52 mensen overleden bij 51 fatale woningbranden in 2014. Wat weten we nog meer over de fatale woningbranden in 2014? Instituut voor Fysieke Veiligheid (IFV) zet ze op een rij. 5 weetjes.
De Brandweeracademie, onderdeel van IFV, verzamelt structureel data over fatale woningbranden in Nederland. Daarbij werkt de Brandweeracademie samen met de bij de betreffende branden betrokken brandweerkorpsen en teams brandonderzoek. Zij leveren aan de hand van een vragenlijst de gegevens over de fatale woningbranden. Onder de 51 fatale woningbranden was er bij 30 branden sprake van een woningbrand, bij 21 branden ging het een woningbrand als gevolg van (zelf)doding. Deze 21 branden zijn niet meegenomen in de analyse.

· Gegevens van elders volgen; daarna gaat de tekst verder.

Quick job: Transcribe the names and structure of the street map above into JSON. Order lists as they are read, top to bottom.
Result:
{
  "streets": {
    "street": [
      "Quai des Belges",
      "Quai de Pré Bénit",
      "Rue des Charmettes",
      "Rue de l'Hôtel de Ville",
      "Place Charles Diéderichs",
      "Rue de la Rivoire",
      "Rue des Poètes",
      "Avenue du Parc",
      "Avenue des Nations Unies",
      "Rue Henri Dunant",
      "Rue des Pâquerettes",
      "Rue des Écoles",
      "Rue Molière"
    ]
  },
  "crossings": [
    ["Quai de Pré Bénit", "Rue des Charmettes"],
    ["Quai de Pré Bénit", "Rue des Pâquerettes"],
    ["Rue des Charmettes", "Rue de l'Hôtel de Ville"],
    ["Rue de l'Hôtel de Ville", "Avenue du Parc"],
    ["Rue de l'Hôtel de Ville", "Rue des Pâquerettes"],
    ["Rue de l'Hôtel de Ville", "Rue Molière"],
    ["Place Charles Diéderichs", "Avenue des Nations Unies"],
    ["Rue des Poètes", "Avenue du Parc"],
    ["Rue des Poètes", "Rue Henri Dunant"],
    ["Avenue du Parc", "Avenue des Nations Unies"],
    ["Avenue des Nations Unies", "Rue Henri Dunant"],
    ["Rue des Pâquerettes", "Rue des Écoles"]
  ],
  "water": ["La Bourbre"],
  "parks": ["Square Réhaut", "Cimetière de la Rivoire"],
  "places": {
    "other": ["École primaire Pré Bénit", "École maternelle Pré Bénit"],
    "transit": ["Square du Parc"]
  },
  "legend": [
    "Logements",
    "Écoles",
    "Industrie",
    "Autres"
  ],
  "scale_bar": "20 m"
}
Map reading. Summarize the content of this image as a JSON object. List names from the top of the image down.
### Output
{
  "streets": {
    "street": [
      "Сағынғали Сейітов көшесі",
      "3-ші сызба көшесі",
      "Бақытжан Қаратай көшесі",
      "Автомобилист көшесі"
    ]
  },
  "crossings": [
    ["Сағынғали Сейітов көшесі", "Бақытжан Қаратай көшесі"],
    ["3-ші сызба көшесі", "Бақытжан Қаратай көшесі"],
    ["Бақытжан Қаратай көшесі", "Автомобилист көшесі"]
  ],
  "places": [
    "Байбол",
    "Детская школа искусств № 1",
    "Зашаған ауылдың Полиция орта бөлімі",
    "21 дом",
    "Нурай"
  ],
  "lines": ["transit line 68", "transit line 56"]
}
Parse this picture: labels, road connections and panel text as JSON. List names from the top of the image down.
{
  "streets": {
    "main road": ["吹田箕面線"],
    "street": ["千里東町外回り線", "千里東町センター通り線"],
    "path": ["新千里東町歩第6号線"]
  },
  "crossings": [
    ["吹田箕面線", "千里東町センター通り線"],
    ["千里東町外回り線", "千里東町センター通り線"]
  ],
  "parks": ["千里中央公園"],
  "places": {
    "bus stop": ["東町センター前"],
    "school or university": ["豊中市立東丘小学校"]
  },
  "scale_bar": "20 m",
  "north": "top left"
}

>> Lees ook 3 brandgevaarlijke mythes
>> Lees ook Een lijstje brandcijfers
-
Roken grootste oorzaak
De meeste fatale woningbranden ontstonden door onvoorzichtig roken (30 procent), onvoorzichtig koken (23 procent) of door kortsluiting/ een defect apparaat (17 procent). Onder deze apparaten vallen onder meer een kookplaatje, stekkerverdeeldoos, videorecorder, wekkerradio of computer.
-
Vaakst brand in woonkamer
37 procent van de woningbranden ontstonden in de woonkamer, 23 procent in de keuken en een vijfde in de slaapkamer. 7 procent van de fatale branden ontstond in een kelderbox of computerkamer.
-
Brand blijft meestal in de ruimte
De meeste branden (64 procent) was bij aankomst van de brandweer beperkt gebleven tot de ruimte waar de brand was ontstaan. Bij bijna één vijfde (17 procent) was de brand beperkt gebleven tot het voorwerp. Meestal bleef de brand beperkt tot waar de brand was na aankomst van de brandweer.
-
50 procent woningbranden in eengezinswoning
In totaal vond de helft van de fatale woningbranden plaats in een eengezinswoning, waaronder rijtjeswoningen. 37 procent vond plaats in een appartement, 10 procent in een chalet of caravan en 3 procent in een kelderbox van een galerijflat. Bij 30 procent van de fatale woningbranden was er sprake van zorgverlening aan huis (aanleuning/ seniorenflat).
-
Bouwmateriaal beïnvloedt brandontwikkeling
Bij 8 fatale woningbranden (27 procent) hadden de bouwmaterialen invloed op de brandontwikkeling. In bijna alle gevallen was er sprake van een combinatie van bouwmaterialen. In 4 gevallen ging het om een houten vloer, bij 3 om een dubbele beglazing, bij 2 om gesloten rolluiken, bij 2 om het type verwarming (gaskachel, cv-installatie met houtkachel), bij 2 om de dakisolatie en bij 1 brand ging het om een defecte elektrische installatie.